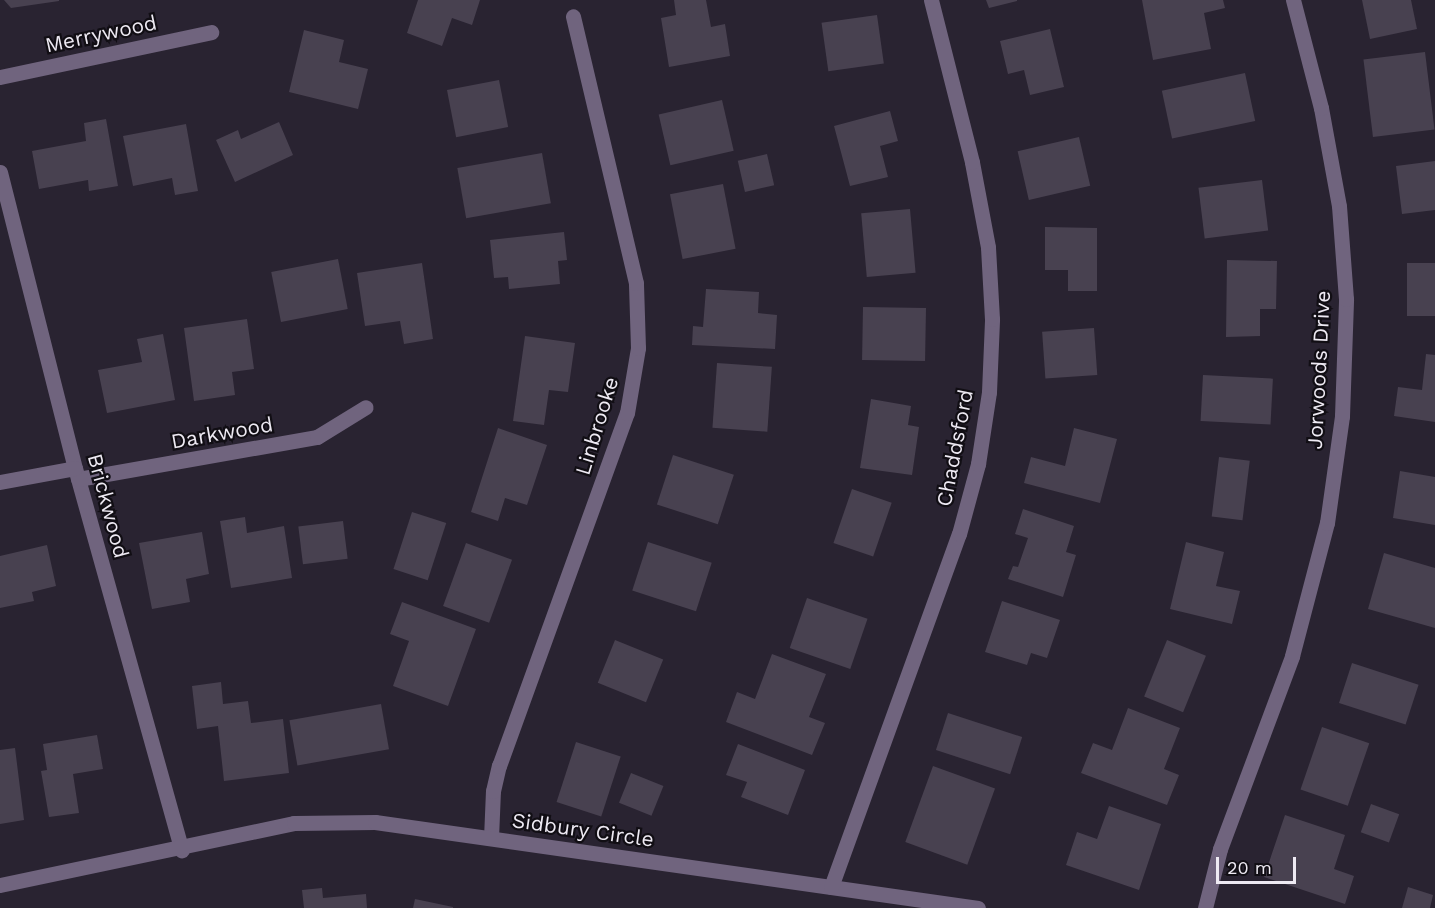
<!DOCTYPE html>
<style>
body{margin:0}
#map{position:relative;width:1435px;height:908px;overflow:hidden;background:#292331;font-family:"Work Sans",sans-serif}
div>[style]{position:absolute}
[style*='--x']{left:calc(var(--x)*1px);top:calc(var(--y)*1px);width:calc(var(--w)*1px);rotate:calc(var(--a)*1deg)}
.building>*{inset:0;background:#484150;transform-origin:0 0}
.minor>*{height:15px;margin:-7.5px;padding:0 7.5px;transform-origin:7.5px;border-radius:7.5px;background:#70647e}
span{translate:-50% -50%;white-space:nowrap;text-align:center;line-height:1.15;-webkit-text-stroke:4.5px #110e14;paint-order:stroke}
.street-label{font-size:21px;color:#eeeaf3}
.scale{position:absolute;left:1216px;top:857px;width:80px;height:27px;box-sizing:border-box;border:3px solid #eeeaf3;border-top:0;padding-left:8px;font-size:18px;line-height:21px;white-space:nowrap;color:#eeeaf3;-webkit-text-stroke:4px #110e14;paint-order:stroke}
</style>
<div id="map">
<div class="building">
<i style="clip-path:polygon(4px 0,59px 0,59px 1px,11px 8px)"></i>
<i style="clip-path:polygon(418px 0,480px 0,472px 25px,452px 18px,442px 46px,407px 33px)"></i>
<i style="clip-path:polygon(674px 0,706px 0,711px 27px,725px 24px,730px 56px,669px 67px,661px 18px,676px 15px)"></i>
<i style="clip-path:polygon(986px 0,1017px 0,1017px 1px,989px 8px)"></i>
<i style="clip-path:polygon(1142px 0,1223px 0,1225px 8px,1204px 13px,1211px 49px,1153px 60px)"></i>
<i style="clip-path:polygon(1362px 0,1411px 0,1417px 29px,1370px 39px)"></i>
<i style="left:877px;top:15px;width:49px;height:56px;rotate:82deg"></i>
<i style="clip-path:polygon(1050px 29px,1064px 87px,1030px 95px,1024px 70px,1008px 74px,1000px 41px)"></i>
<i style="clip-path:polygon(304px 30px,344px 40px,339px 62px,368px 69px,358px 109px,289px 92px)"></i>
<i style="left:1425px;top:52px;width:78px;height:62px;rotate:83deg"></i>
<i style="left:1245px;top:73px;width:49px;height:85px;rotate:78deg"></i>
<i style="left:499px;top:80px;width:48px;height:53px;rotate:79deg"></i>
<i style="left:722px;top:100px;width:52px;height:65px;rotate:77deg"></i>
<i style="clip-path:polygon(890px 111px,898px 141px,880px 146px,888px 177px,850px 186px,834px 126px)"></i>
<i style="clip-path:polygon(106px 119px,118px 186px,89px 191px,88px 180px,39px 189px,32px 151px,86px 141px,84px 123px)"></i>
<i style="clip-path:polygon(279px 122px,293px 155px,235px 182px,216px 140px,238px 130px,241px 139px)"></i>
<i style="clip-path:polygon(186px 124px,198px 191px,175px 195px,172px 178px,133px 186px,123px 136px)"></i>
<i style="left:1079px;top:137px;width:50px;height:63px;rotate:77deg"></i>
<i style="left:542px;top:153px;width:51px;height:86px;rotate:80deg"></i>
<i style="left:767px;top:154px;width:32px;height:30px;rotate:77deg"></i>
<i style="clip-path:polygon(1435px 161px,1435px 210px,1402px 214px,1396px 166px)"></i>
<i style="left:1262px;top:180px;width:51px;height:64px;rotate:83deg"></i>
<i style="left:723px;top:184px;width:66px;height:54px;rotate:79deg"></i>
<i style="left:910px;top:209px;width:64px;height:49px;rotate:85deg"></i>
<i style="clip-path:polygon(1045px 227px,1097px 228px,1097px 291px,1068px 291px,1068px 270px,1045px 270px)"></i>
<i style="clip-path:polygon(564px 232px,567px 260px,558px 261px,560px 284px,509px 289px,508px 277px,494px 278px,490px 240px)"></i>
<i style="left:338px;top:259px;width:51px;height:68px;rotate:79deg"></i>
<i style="clip-path:polygon(1227px 260px,1277px 261px,1276px 309px,1260px 309px,1260px 336px,1226px 337px)"></i>
<i style="clip-path:polygon(422px 263px,433px 339px,404px 344px,400px 321px,365px 326px,357px 273px)"></i>
<i style="left:1407px;top:263px;width:28px;height:53px"></i>
<i style="clip-path:polygon(706px 289px,759px 292px,758px 313px,777px 315px,775px 349px,692px 345px,693px 326px,703px 327px)"></i>
<i style="left:863px;top:307px;width:63px;height:53px;rotate:1deg"></i>
<i style="clip-path:polygon(247px 319px,254px 369px,232px 372px,235px 395px,194px 401px,184px 328px)"></i>
<i style="left:1094px;top:328px;width:47px;height:52px;rotate:86deg"></i>
<i style="clip-path:polygon(163px 334px,175px 400px,107px 413px,98px 370px,142px 362px,137px 339px)"></i>
<i style="clip-path:polygon(525px 336px,575px 343px,568px 392px,549px 390px,544px 425px,513px 421px)"></i>
<i style="clip-path:polygon(1426px 354px,1435px 355px,1435px 422px,1394px 416px,1398px 387px,1422px 390px)"></i>
<i style="left:717px;top:363px;width:55px;height:65px;rotate:4deg"></i>
<i style="left:1203px;top:375px;width:70px;height:46px;rotate:3deg"></i>
<i style="clip-path:polygon(871px 399px,911px 406px,908px 425px,919px 427px,912px 475px,860px 468px)"></i>
<i style="clip-path:polygon(498px 428px,547px 445px,527px 505px,505px 498px,498px 521px,471px 512px)"></i>
<i style="clip-path:polygon(1074px 428px,1117px 439px,1100px 503px,1024px 483px,1031px 457px,1065px 466px)"></i>
<i style="left:673px;top:455px;width:64px;height:52px;rotate:18deg"></i>
<i style="left:1219px;top:457px;width:31px;height:60px;rotate:7deg"></i>
<i style="clip-path:polygon(1400px 471px,1435px 477px,1435px 525px,1393px 518px)"></i>
<i style="left:852px;top:489px;width:42px;height:57px;rotate:19deg"></i>
<i style="clip-path:polygon(1023px 509px,1074px 526px,1066px 552px,1076px 555px,1063px 597px,1008px 579px,1013px 566px,1018px 567px,1028px 538px,1015px 534px)"></i>
<i style="left:412px;top:512px;width:36px;height:60px;rotate:18deg"></i>
<i style="clip-path:polygon(245px 517px,247px 533px,284px 526px,292px 578px,231px 588px,220px 521px)"></i>
<i style="left:343px;top:521px;width:38px;height:45px;rotate:83deg"></i>
<i style="clip-path:polygon(202px 532px,209px 574px,186px 579px,190px 602px,152px 609px,139px 543px)"></i>
<i style="left:648px;top:542px;width:67px;height:51px;rotate:18deg"></i>
<i style="clip-path:polygon(1186px 542px,1224px 552px,1216px 586px,1240px 591px,1232px 624px,1170px 609px)"></i>
<i style="left:466px;top:543px;width:49px;height:67px;rotate:20deg"></i>
<i style="clip-path:polygon(47px 545px,56px 586px,32px 592px,34px 601px,0 608px,0 556px)"></i>
<i style="clip-path:polygon(1384px 553px,1435px 568px,1435px 628px,1368px 609px)"></i>
<i style="left:807px;top:598px;width:64px;height:53px;rotate:19deg"></i>
<i style="clip-path:polygon(1002px 601px,1060px 620px,1047px 658px,1031px 653px,1027px 665px,985px 652px)"></i>
<i style="clip-path:polygon(402px 602px,476px 629px,448px 706px,393px 686px,409px 641px,390px 634px)"></i>
<i style="left:615px;top:640px;width:52px;height:46px;rotate:22deg"></i>
<i style="left:1167px;top:640px;width:42px;height:61px;rotate:22deg"></i>
<i style="clip-path:polygon(772px 654px,826px 674px,809px 717px,825px 723px,812px 755px,726px 722px,737px 692px,755px 699px)"></i>
<i style="left:1352px;top:663px;width:70px;height:42px;rotate:18deg"></i>
<i style="clip-path:polygon(221px 682px,223px 704px,248px 701px,251px 723px,283px 719px,289px 773px,224px 781px,218px 726px,197px 729px,192px 686px)"></i>
<i style="left:381px;top:704px;width:46px;height:93px;rotate:80deg"></i>
<i style="clip-path:polygon(1128px 708px,1180px 728px,1164px 769px,1179px 775px,1167px 805px,1081px 773px,1093px 743px,1112px 750px)"></i>
<i style="left:948px;top:713px;width:78px;height:39px;rotate:18deg"></i>
<i style="left:1322px;top:727px;width:50px;height:66px;rotate:19deg"></i>
<i style="clip-path:polygon(97px 735px,103px 769px,73px 774px,79px 813px,49px 817px,41px 771px,47px 770px,43px 744px)"></i>
<i style="left:576px;top:742px;width:47px;height:63px;rotate:18deg"></i>
<i style="clip-path:polygon(738px 744px,805px 770px,788px 815px,741px 797px,747px 782px,726px 775px)"></i>
<i style="clip-path:polygon(15px 748px,24px 820px,0 824px,0 750px)"></i>
<i style="left:933px;top:766px;width:66px;height:81px;rotate:20deg"></i>
<i style="left:631px;top:773px;width:35px;height:32px;rotate:22deg"></i>
<i style="left:1371px;top:804px;width:30px;height:30px;rotate:20deg"></i>
<i style="clip-path:polygon(1109px 806px,1161px 824px,1139px 890px,1066px 865px,1077px 832px,1097px 839px)"></i>
<i style="clip-path:polygon(1285px 815px,1345px 835px,1334px 869px,1354px 876px,1345px 904px,1264px 877px)"></i>
<i style="clip-path:polygon(1408px 887px,1433px 895px,1430px 908px,1402px 908px)"></i>
<i style="clip-path:polygon(322px 888px,323px 898px,366px 894px,367px 908px,304px 908px,302px 890px)"></i>
<i style="clip-path:polygon(415px 899px,453px 907px,453px 908px,413px 908px)"></i>
</div>
<div class="minor">
<i style="--x:0;--y:77;--w:216;--a:-12"></i>
<i style="--x:0;--y:172;--w:305;--a:75.8"></i>
<i style="--x:75;--y:468;--w:397;--a:74.4"></i>
<i style="--x:78;--y:479;--w:243;--a:-10"></i>
<i style="--x:317;--y:437;--w:57;--a:-31.5"></i>
<i style="--x:0;--y:482;--w:76;--a:-10.6"></i>
<i style="--x:491;--y:838;--w:47;--a:-87.6"></i>
<i style="--x:493;--y:791;--w:26;--a:-77"></i>
<i style="--x:499;--y:766;--w:375;--a:-70.1"></i>
<i style="--x:627;--y:413;--w:66;--a:-80.4"></i>
<i style="--x:638;--y:348;--w:65;--a:-91.8"></i>
<i style="--x:636;--y:283;--w:274;--a:-103.3"></i>
<i style="--x:0;--y:885;--w:300;--a:-11.9"></i>
<i style="--x:294;--y:823;--w:81;--a:-0.7"></i>
<i style="--x:375;--y:822;--w:609;--a:8.12"></i>
<i style="--x:831;--y:887;--w:375;--a:-70.1"></i>
<i style="--x:959;--y:534;--w:73;--a:-74.8"></i>
<i style="--x:978;--y:464;--w:73;--a:-81.3"></i>
<i style="--x:989;--y:392;--w:73;--a:-87.6"></i>
<i style="--x:992;--y:319;--w:72;--a:-93.2"></i>
<i style="--x:988;--y:247;--w:86;--a:-100.7"></i>
<i style="--x:972;--y:162;--w:167;--a:-104.2"></i>
<i style="--x:1205;--y:908;--w:61;--a:-75.7"></i>
<i style="--x:1220;--y:849;--w:206;--a:-69.5"></i>
<i style="--x:1292;--y:656;--w:138;--a:-75.3"></i>
<i style="--x:1327;--y:523;--w:108;--a:-82"></i>
<i style="--x:1342;--y:416;--w:117;--a:-88"></i>
<i style="--x:1346;--y:299;--w:93;--a:-94.3"></i>
<i style="--x:1339;--y:206;--w:100;--a:-100.4"></i>
<i style="--x:1321;--y:108;--w:112;--a:-104.5"></i>
</div>
<div class="street-label">
<span style="left:101px;top:34px;rotate:-12deg">Merrywood</span>
<span style="left:1319px;top:370px;rotate:-87deg">Jorwoods Drive</span>
<span style="left:597px;top:426px;rotate:-73deg">Linbrooke</span>
<span style="left:222px;top:433px;rotate:-10deg">Darkwood</span>
<span style="left:955px;top:448px;rotate:-79deg">Chaddsford</span>
<span style="left:108px;top:506px;rotate:75deg">Brickwood</span>
<span style="left:583px;top:830px;rotate:8deg">Sidbury Circle</span>
</div>
<div class="scale">20 m</div>
</div>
----------
> TASK TO COMPLETE: Go through the listing above. Show each line where the word "background" is found.

> SOLUTION FOR THIS EXERCISE:
#map{position:relative;width:1435px;height:908px;overflow:hidden;background:#292331;font-family:"Work Sans",sans-serif}
.building>*{inset:0;background:#484150;transform-origin:0 0}
.minor>*{height:15px;margin:-7.5px;padding:0 7.5px;transform-origin:7.5px;border-radius:7.5px;background:#70647e}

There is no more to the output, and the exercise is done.